The Decision-Making Matrix Helps Us Focus on Rationality
A great deal of the CPI Nonviolent Crisis Intervention
Training focuses on “rationality.” For instance, we acknowledge that a person
who is demonstrating “defensive” behaviors is “beginning to lose rationality.”
At the same time, we are going to respond more positively to a defensive person
if we, as staff members, have “rationally detached.” We are going to more
positively influence behavior if we can control our rationality, and that is something that we have the power to
do!
While Unit 6 helps us recognize “unproductive” responses to
defensive and risk behaviors, including “overreacting” and “responding
inappropriately,” Unit 7 helps us to think rationally about crisis situations
so as to avoid irrational (and unproductive) responses like these. Unit 7
highlights the Decision-Making Matrix, a mental model that places “severity” on
a y-axis and “likelihood” on an x-axis, providing an objective way for us to
measure risk. And more importantly, the matrix offers us an objective way to
consider how to mitigate risk.
CPI Global Professional Manager Lesley Rynders believes that
the Matrix helps staff to put risk in perspective. “Sometimes people say that a
person’s risk behavior is ‘the worst thing ever,’ but was it really?” Lesley
asked. She went on to explain that sometimes our emotional perspective of an
incident causes us to believe the incident was more risky than it actually may
have been. To help people with this, she has participants write a risk behavior
on a Post-It note, and then rank it as “low,” “medium,” or “high” risk by
placing it on poster paper. However, when she does this, she asks the
participants to base their decision only on emotion, or only on the emotion(s)

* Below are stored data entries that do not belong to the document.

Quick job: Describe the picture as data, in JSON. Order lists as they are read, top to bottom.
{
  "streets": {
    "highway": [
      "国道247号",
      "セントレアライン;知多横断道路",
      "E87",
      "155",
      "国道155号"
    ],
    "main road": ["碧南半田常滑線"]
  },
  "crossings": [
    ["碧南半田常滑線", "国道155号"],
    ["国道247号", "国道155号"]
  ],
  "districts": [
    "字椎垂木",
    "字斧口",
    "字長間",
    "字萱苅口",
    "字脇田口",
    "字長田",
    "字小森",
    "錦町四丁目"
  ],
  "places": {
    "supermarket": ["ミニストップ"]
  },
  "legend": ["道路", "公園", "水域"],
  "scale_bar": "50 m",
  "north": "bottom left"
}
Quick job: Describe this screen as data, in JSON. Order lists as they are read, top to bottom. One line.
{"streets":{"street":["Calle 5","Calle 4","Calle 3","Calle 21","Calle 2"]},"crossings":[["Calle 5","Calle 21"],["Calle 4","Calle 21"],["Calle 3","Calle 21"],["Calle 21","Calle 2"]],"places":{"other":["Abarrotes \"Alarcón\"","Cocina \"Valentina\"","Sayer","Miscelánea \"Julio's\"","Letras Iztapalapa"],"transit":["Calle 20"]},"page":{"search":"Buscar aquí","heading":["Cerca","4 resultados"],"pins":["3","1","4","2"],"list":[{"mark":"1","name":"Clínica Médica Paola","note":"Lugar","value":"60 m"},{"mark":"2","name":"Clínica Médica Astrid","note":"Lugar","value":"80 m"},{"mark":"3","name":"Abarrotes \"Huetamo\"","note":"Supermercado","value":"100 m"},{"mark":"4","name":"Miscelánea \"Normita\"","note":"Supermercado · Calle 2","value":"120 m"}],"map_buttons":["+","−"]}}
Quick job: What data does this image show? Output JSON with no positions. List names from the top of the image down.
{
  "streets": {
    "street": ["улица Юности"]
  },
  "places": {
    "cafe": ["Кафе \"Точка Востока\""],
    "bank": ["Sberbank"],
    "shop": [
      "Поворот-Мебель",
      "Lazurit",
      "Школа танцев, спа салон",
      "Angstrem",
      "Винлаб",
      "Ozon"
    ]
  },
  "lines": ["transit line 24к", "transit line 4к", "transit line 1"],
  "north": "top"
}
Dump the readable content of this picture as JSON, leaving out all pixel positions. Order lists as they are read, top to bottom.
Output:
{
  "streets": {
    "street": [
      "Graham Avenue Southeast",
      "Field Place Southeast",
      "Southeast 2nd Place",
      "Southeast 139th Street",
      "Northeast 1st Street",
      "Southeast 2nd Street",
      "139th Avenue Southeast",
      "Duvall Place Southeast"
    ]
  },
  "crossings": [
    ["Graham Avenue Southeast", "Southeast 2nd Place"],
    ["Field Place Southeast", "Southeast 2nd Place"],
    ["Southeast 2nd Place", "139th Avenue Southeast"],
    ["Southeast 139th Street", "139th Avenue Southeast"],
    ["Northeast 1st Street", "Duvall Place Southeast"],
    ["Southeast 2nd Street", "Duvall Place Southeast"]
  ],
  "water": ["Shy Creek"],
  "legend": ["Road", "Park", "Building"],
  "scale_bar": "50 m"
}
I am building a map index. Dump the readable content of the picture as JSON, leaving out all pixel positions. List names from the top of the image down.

they were experiencing at the time. “Usually we tend to overreact or
underreact,” Lesley said.
After these initial “risk” rankings, the unit has
instructors introduce the Decision-Making Matrix and then asks participants to
recategorize their initial rankings with new, rational thought centered on
severity and likelihood. Once we can do this, we can rank all sorts of things
objectively and rationally. For instance, like we did with this initially
discussed risk behavior, we can decide not only how to rank risk behavior after
one has occurred, but how to mitigate the risk so that it does not happen
again. Similarly, we can also mitigate risk for behaviors that have never
occurred, preventatively, so we don’t have to be anxious or fearful of them
occurring later.
One final way that the Decision-Making Matrix can be used is
within the crisis itself. In my classes, I try to model this by role-playing a
scenario that could unfold right there, within our class. What if, for
instance, one of the participants stood up and threatened me. How might I
respond? Would I ask the other participants to leave the room, removing the
audience? Would I assume a Supportive Stance? Would I use objects around me to
shield myself from a potential threat? Would I use non-verbal or paraverbal
behavior to attempt to deescalate this behavior? The answers to all of these
questions are probably a resounding “yes!” The point of doing this is to show
that within a crisis, I do not need to panic or lose my rationality. Focusing
on what I can control to mitigate the likelihood that I am going to be hurt or
the severity if I am allows me to stay rational.